Ocorre que, apesar da pacificação da matéria já há muitos anos, algumas decisões recentes, inspiradas no julgamento ainda em curso do RE nº 240.785-2/MG e desconsiderando a presunção de validade da norma legal, estão sendo proferidas a fim de excluir o valor pago a título de ICMS da base de cálculo da COFINS. Nesse sentido, verbis:
"TRIBUTÁRIO. AGRAVO DE INSTRUMENTO. EXCLUSÃO DO ICMS DA BASE DE CÁLCULO DO PIS E DA COFINS. PLAUSIBILIDADE JURÍDICA DO PEDIDO E PERIGO DE DANO DEMONSTRADOS. COMPENSAÇÃO EM SEDE DE LIMINAR. IMPOSSIBILIDADE. SÚMULA 212 DO STJ.
1. No julgamento iniciado e não concluído do Recurso Extraordinário 240.785-2/MG (Informativo 437, do STF), o Supremo Tribunal Federal, pelo voto do Relator, Ministro Marco Aurélio, deu provimento ao recurso, por entender violado o art. 195, I, da CF, por estar incluído na base de cálculo da COFINS, como faturamento, o ICMS.
2. O entendimento alcança também a contribuição para o PIS, posto que o raciocínio que se utiliza para justificar a não inclusão do ICMS na base do COFINS autoriza, também, a exegese para sua não utilização na base de cálculo do PIS.
3. O periculum in mora, por sua vez, reside no desequilíbrio financeiro gerado ao contribuinte, ao realizar o pagamento do tributo, nos termos em que lhe está sendo cobrado, redundando em risco às suas atividades operacionais, ou, em caso de inadimplência, em penalidades, oriundas da exigibilidade do crédito tributário, como a negativa de seu direito em obter certidões negativas de débitos e inscrição do seu nome no CADIN.
4. Não é possível o deferimento de liminar que objetiva compensação de crédito tributário, nos termos da Súmula 212 do STJ. Ademais, o deferimento de tal pedido esvaziaria o objeto da demanda no mandado de segurança.
5. Agravo de instrumento a que se dá parcial provimento."
(TRF 1ª Região.
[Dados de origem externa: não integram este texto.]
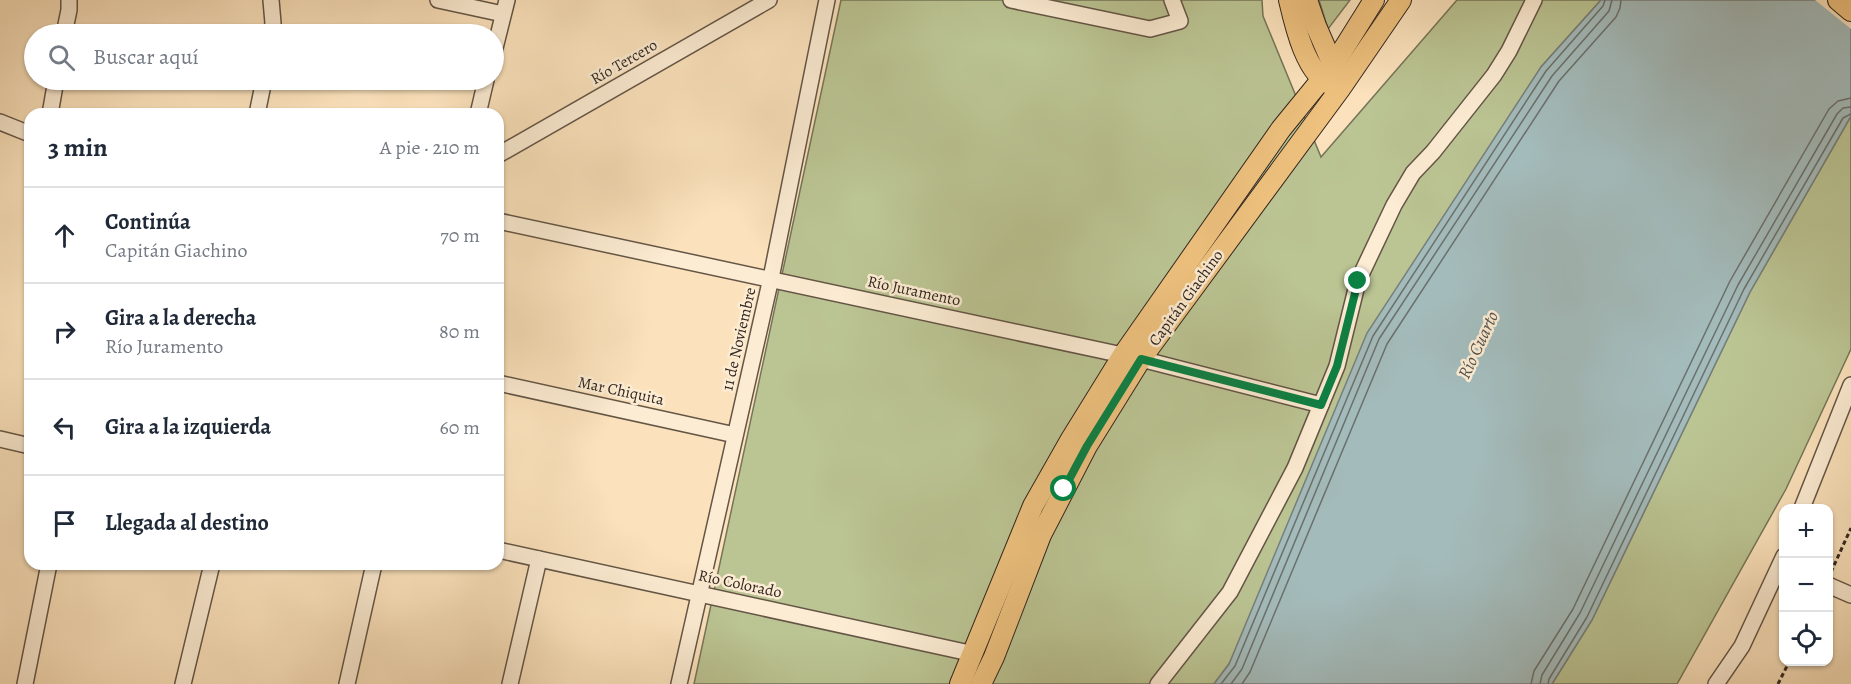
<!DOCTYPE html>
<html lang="es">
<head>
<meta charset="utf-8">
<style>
	body { margin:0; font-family:Alegreya,serif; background:#f2f2f3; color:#1f2937 }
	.controls { position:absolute; right:18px; bottom:18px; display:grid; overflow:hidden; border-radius:12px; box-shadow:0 2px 4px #0004 }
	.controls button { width:54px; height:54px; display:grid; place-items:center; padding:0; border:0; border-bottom:2px solid #e0e1e3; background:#fff; color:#1f2937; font:30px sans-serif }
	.stop { position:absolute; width:18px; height:18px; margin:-14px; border:4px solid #0b8043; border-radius:50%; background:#fff }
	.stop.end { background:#0b8043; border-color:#fff; box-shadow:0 2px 6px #0008 }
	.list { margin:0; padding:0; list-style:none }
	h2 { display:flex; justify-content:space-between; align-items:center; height:78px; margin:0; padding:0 24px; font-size:26px }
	h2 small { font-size:20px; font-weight:400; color:#747a83 }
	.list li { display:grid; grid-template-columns:39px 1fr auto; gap:18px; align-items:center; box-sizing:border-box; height:96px; padding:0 24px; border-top:2px solid #e0e1e3 }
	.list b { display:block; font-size:22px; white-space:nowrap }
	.list p { margin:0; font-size:20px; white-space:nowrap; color:#747a83 }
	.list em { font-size:20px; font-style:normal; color:#747a83 }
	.icon { flex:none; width:33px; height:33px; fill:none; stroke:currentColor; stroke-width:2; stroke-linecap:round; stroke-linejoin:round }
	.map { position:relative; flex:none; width:1851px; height:684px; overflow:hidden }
	.search { position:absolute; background:#fff; box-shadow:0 2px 4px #0004; left:24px; top:24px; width:480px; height:66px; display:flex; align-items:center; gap:15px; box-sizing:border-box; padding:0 21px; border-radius:33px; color:#747a83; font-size:22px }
	.panel { position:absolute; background:#fff; box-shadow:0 2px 4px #0004; left:24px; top:108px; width:480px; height:462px; border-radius:18px }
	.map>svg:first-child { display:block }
</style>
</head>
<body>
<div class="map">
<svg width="1851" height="684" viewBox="0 0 1851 684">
	<rect width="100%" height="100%" fill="#fbe2bc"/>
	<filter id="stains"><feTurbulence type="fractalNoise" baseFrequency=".00333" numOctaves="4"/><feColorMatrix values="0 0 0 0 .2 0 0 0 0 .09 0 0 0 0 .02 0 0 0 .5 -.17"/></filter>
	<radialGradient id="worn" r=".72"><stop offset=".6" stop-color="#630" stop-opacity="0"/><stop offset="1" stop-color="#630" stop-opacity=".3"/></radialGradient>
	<g fill="#bbc493" stroke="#767559" stroke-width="1.5">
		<polygon points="841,0 1262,0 1263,16 1321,157 1457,0 1601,0 1541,67 1229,664 1214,684 694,684"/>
		<polygon points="1319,0 1350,0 1328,29"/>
		<polygon points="1851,116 1851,349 1786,489 1677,684 1552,684 1592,620 1750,292"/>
	</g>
	<polygon fill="#a3bbbb" stroke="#767f7d" stroke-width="1.5" points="1601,0 1851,0 1851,116 1750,292 1592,620 1552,684 1214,684 1229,664 1367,333 1541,67"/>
	<polygon fill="#fbe2bc" points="1815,0 1851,0 1851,29"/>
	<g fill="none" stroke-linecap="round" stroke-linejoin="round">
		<g stroke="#6a706d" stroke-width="1.5">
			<polyline points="1221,684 1235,666 1373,336 1546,71 1603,6 1605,0"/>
			<polyline points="1231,684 1242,669 1379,339 1552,76 1609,11 1612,0"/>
			<polyline points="1242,684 1250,672 1387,344 1559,81 1616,17 1620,8 1621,0"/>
			<polyline points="1531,684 1534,671 1573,609 1730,281 1829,109 1838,101 1851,98"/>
			<polyline points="1540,684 1542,675 1580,613 1738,285 1837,114 1843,108 1851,107"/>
			<polyline points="1548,684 1549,679 1587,617 1744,289 1843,118 1851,114"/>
		</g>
		<g stroke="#645546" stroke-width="18">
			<g id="minor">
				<polyline points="438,0 503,14"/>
				<polyline points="1011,0 1150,29 1180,21 1172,0"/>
				<polyline points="64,34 69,10 69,0"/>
				<polyline points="271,34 273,23 271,0"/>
				<polyline points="494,52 507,0"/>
				<polyline points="50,114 56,80"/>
				<polyline points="257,114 264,80"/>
				<polyline points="478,114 486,80"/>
				<polyline points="0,122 30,134"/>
				<polyline points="498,155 769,0"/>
				<polyline points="498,221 1141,359 1321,405"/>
				<polyline points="498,383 735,435"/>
				<polyline points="0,439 30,446"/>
				<polyline points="1802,508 1851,385"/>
				<polyline points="498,550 974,654"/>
				<polyline points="1828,585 1851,595"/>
				<polyline points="25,684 49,564"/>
				<polyline points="183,684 212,564"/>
				<polyline points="347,684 374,564"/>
				<polyline points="510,684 539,559"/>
				<polyline points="679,684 771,278 827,0"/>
				<polyline points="1158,684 1230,592 1295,468 1337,366 1358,281 1394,205 1413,173 1433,152 1494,75 1509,51 1534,0"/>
				<polyline points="1716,684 1742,646 1784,556"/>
			</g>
		</g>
		<g stroke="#32261f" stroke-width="22">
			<g id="major">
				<path d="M1289,0C1295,26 1306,75 1332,85"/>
				<polyline points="1307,0 1316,26 1336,72"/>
				<polyline points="1838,0 1851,11"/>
				<polyline points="960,684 1033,506 1071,439 1123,355 1281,129 1334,64 1374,0"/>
				<polyline points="981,684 994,657 1041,535 1087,446 1141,359 1340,89 1401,0"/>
			</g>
		</g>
		<g stroke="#32261f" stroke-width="3" stroke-dasharray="4.5 3" stroke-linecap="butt">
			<polyline points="1831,572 1851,528"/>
			<polyline points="1778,684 1789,662"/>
		</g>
		<use href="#minor" stroke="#fcecd3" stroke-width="15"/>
		<use href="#major" stroke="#eec17e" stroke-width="20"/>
	</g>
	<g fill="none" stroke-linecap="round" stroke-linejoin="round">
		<polyline stroke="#0b8043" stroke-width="8" points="1064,489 1087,446 1141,359 1321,405 1337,366 1358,281"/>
	</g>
	<g text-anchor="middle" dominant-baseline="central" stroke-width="5" stroke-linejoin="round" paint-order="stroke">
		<g font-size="16" fill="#32261f" stroke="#fcecd3">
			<text transform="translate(624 62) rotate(-30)">Río Tercero</text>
			<text transform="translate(914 291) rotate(12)">Río Juramento</text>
			<text transform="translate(1186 298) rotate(-54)">Capitán Giachino</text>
			<text transform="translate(739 339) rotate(-77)">11 de Noviembre</text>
			<text transform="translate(621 391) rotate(12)">Mar Chiquita</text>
			<text transform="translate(740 584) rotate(12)">Río Colorado</text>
		</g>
		<g font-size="18" font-style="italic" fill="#54534e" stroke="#fcecd3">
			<text transform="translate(1478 345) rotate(-65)">Río Cuarto</text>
		</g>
	</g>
	<rect width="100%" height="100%" filter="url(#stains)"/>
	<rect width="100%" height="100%" fill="url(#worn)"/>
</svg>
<div class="controls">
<button>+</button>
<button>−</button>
<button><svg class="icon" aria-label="locate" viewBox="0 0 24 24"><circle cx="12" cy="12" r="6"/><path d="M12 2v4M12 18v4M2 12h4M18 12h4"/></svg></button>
</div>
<div class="stop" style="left:1064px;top:489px"></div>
<div class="stop end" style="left:1358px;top:281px"></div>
<div class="search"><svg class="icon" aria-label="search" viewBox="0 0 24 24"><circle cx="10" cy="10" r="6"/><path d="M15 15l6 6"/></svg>Buscar aquí</div>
<section class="panel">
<h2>3 min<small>A pie · 210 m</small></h2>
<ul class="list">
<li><svg class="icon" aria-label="ahead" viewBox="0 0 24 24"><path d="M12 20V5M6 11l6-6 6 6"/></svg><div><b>Continúa</b><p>Capitán Giachino</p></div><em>70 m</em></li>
<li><svg class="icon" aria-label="right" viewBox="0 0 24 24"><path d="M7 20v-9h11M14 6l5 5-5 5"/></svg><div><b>Gira a la derecha</b><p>Río Juramento</p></div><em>80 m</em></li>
<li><svg class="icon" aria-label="left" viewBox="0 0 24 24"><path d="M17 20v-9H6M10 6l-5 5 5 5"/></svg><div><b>Gira a la izquierda</b></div><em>60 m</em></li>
<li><svg class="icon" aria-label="arrive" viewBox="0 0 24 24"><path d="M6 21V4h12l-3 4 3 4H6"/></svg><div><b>Llegada al destino</b></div></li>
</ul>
</section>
</div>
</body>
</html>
AG nº 2006.01.00.046648-2/AM. Rel. Des. Federal Maria do Carmo Cardoso. Órgão Julgador: 8ª Turma. Julgamento: 25/5/2007. DJ de 22/6/2007.);
"TRIBUTÁRIO. PIS/COFINS. BASE DE CÁLCULO. INCLUSÃO DO ICMS. NÃO CABIMENTO. IRRETROATIVIDADE DA LEI COMPLEMENTAR 118/05. COMPENSAÇÃO. POSSIBILIDADE. APLICAÇÃO TAXA SELIC E JUROS DE MORA.
I. A jurisprudência, inclusive do excelso Pretório, vem se dirigindo no sentido de entender violado o art. 195, I, da Constituição, em hipótese que tal, por estar incluído na base de cálculo da COFINS, como faturamento, o ICMS
II. Em atenção à segurança jurídica, não há de se falar em retroatividade do comando da Lei Complementar 118/2005, independentemente da discussão sobre sua natureza, se interpretativa ou não.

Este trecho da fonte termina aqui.